Total number of entries containing any iteration of lysin A, lysin B, or endolysin: 7192
Lysin A count: 3460
Lysin B count: 2529
Endolysin count: 1152
Other lysin count: 51

Notes entries that are not lysin A, lysin B, or endolysin:


In [11]:
# Re-classify notes entries to lysin A, lysin B, endolysin, and putative lysin  

# Replace note values with the desired ones
for entry in data:
    notes = entry['Notes']
    if notes:
        notes_lower = notes.lower()
        if 'lysin a' in notes_lower or 'lysinA' in notes_lower:
            entry['Notes'] = 'lysin A'
        elif 'lysin b' in notes_lower or 'lysinB' in notes_lower:
            entry['Notes'] = 'lysin B'
        elif 'endolysin' in notes_lower:
            entry['Notes'] = 'endolysin'
        elif 'lysin' in notes_lower:
            entry['Notes'] = 'putative lysin'

# Specify the path to save the new JSON file
new_json_file_path = "modified_data.json"

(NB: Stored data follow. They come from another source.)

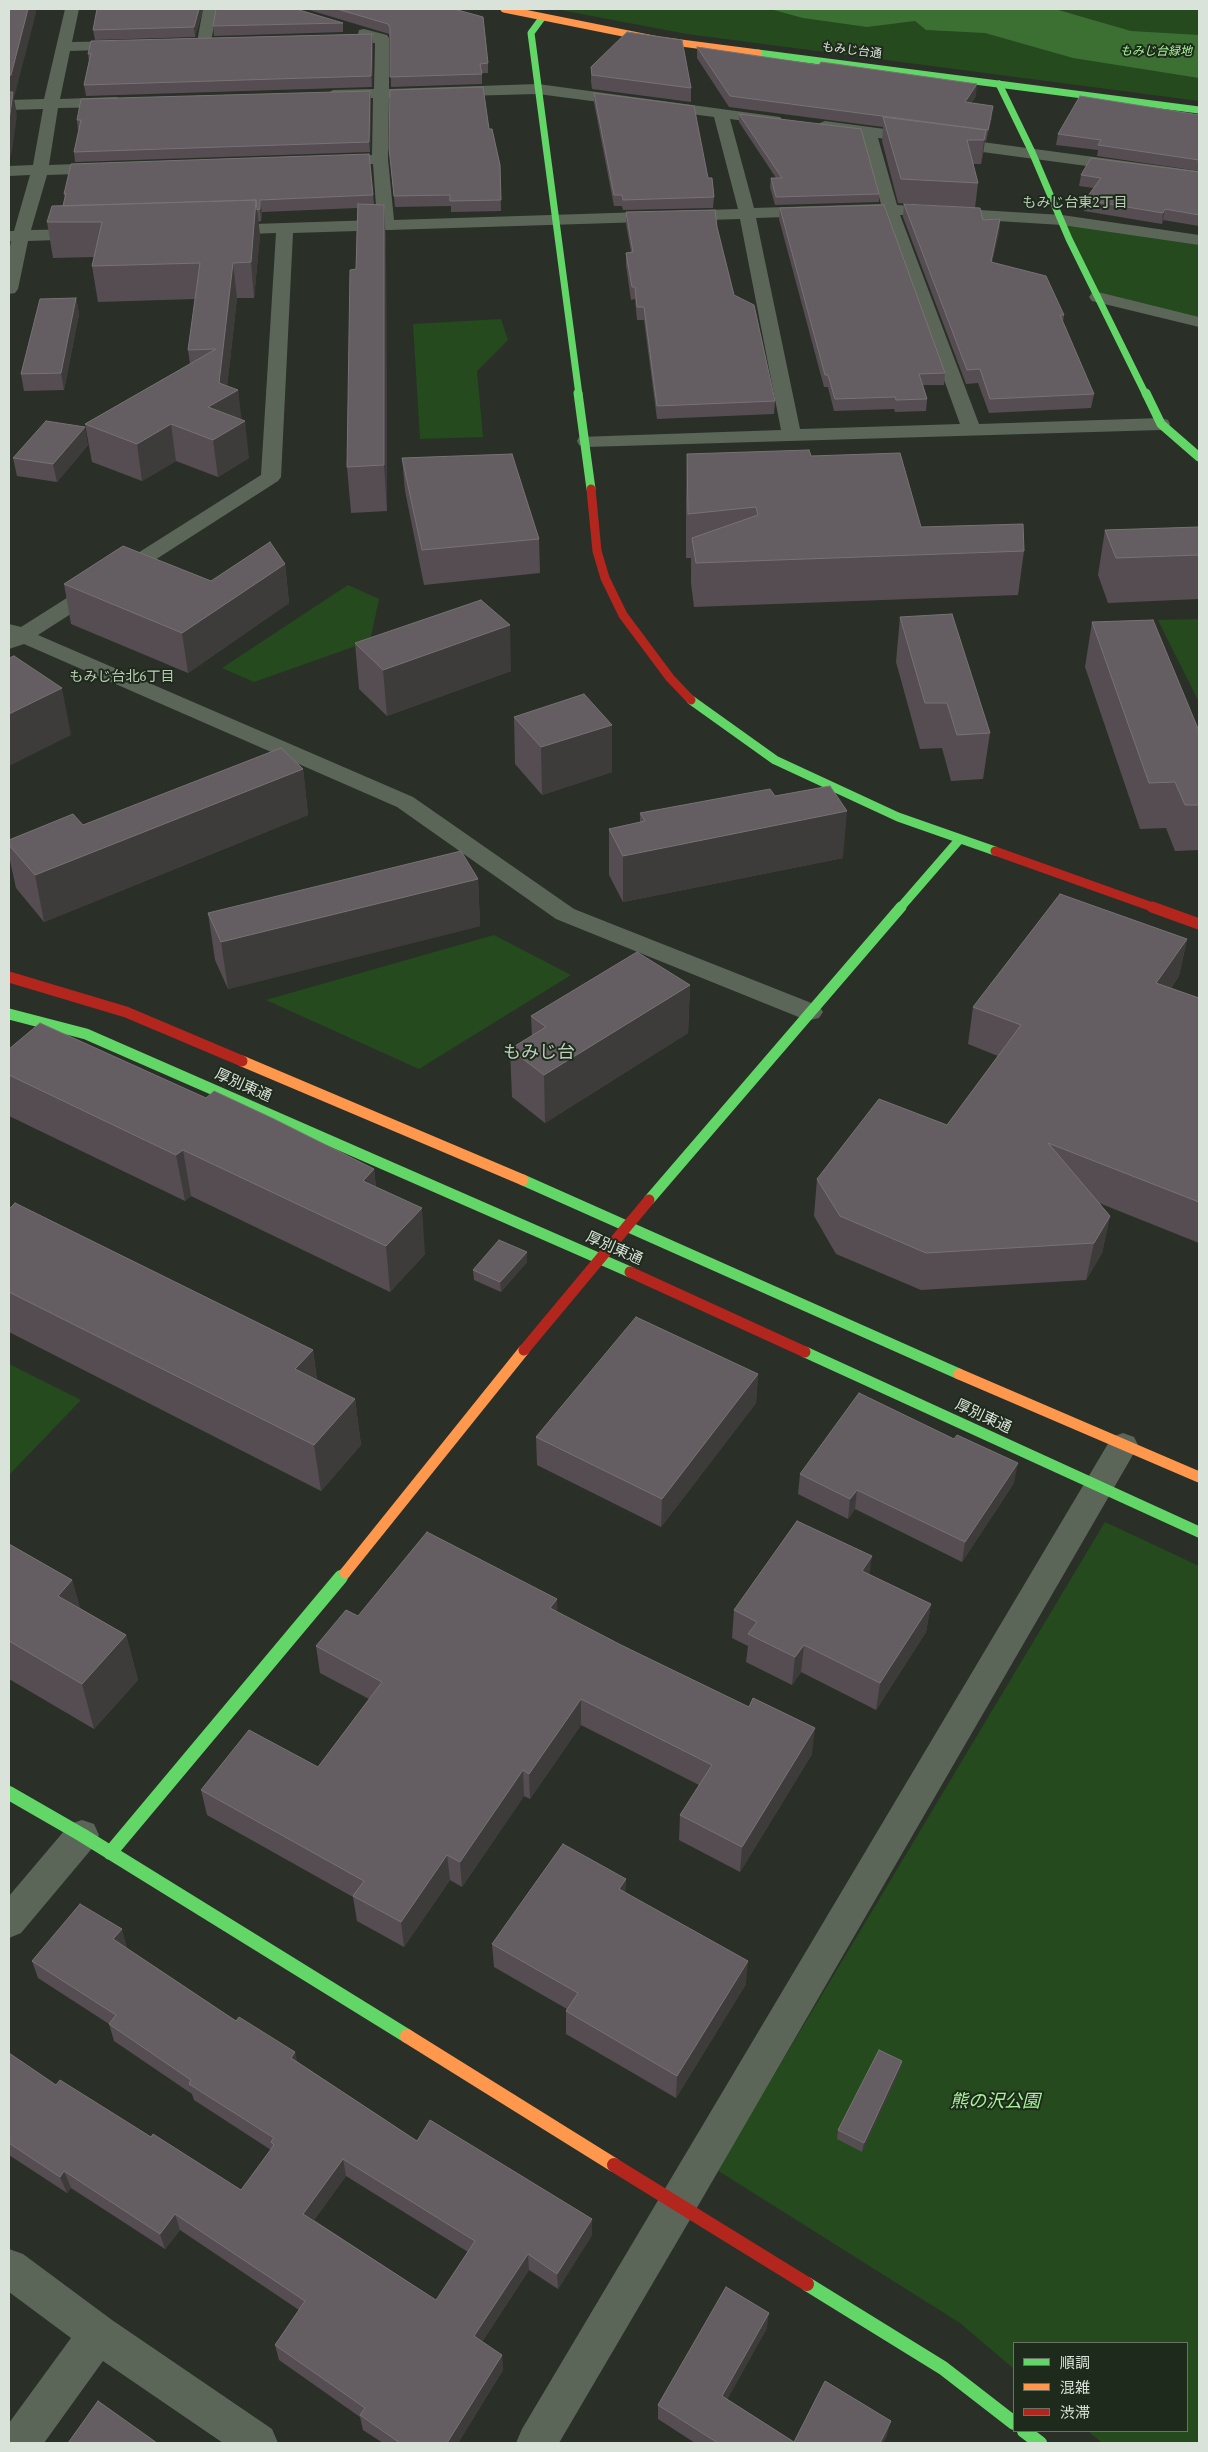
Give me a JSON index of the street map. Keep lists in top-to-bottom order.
{
  "streets": {
    "street": ["もみじ台通", "厚別東通"]
  },
  "districts": ["もみじ台東2丁目", "もみじ台北6丁目", "もみじ台"],
  "parks": ["もみじ台緑地", "熊の沢公園"],
  "legend": ["順調", "混雑", "渋滞"]
}
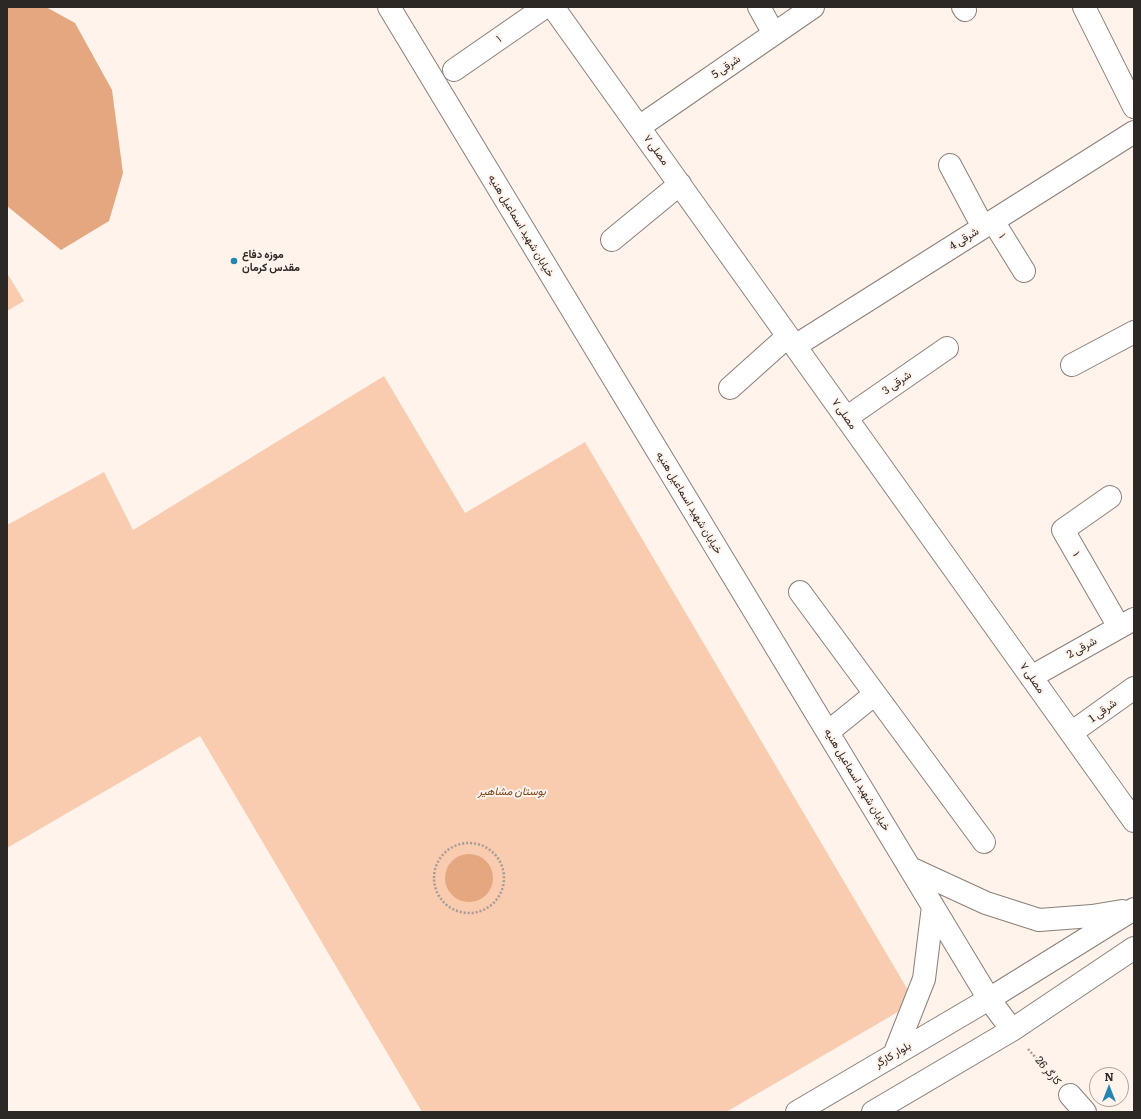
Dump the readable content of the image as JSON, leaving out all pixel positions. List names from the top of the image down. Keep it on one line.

# Save the modified data as JSON
with open(new_json_file_path, 'w') as json_file:
    json.dump(data, json_file, indent=4)

print("New JSON file saved successfully!")

New JSON file saved successfully!


In [12]:
# Investigate notes field and count unique values

# Dictionary to store counts of different notes
notes_counts = {}

# Iterate through each entry in the data
for entry in data:
    # Extract the value of the "Notes" key
    notes = entry['Notes']
    # Check if the value is not empty
    if notes:
        # Update the count for the note value
        if notes in notes_counts:
            notes_counts[notes] += 1
        else:
            notes_counts[notes] = 1

# Print all unique note values and their counts
for note, count in notes_counts.items():
    print(f"Note: {note} | Count: {count}")

# Calculate total count
total_count = lysin_a_count + lysin_b_count + endolysin_count + other_lysin_count

# Print the total count
print(f"Total count after modifications: {total_count}")


Note: lysin B | Count: 2529
Note: lysin A | Count: 3460
Note: endolysin | Count: 1151
Note: putative lysin | Count: 51
Total count after modifications: 7192


json file has been cleaned and data is ready for further analysis.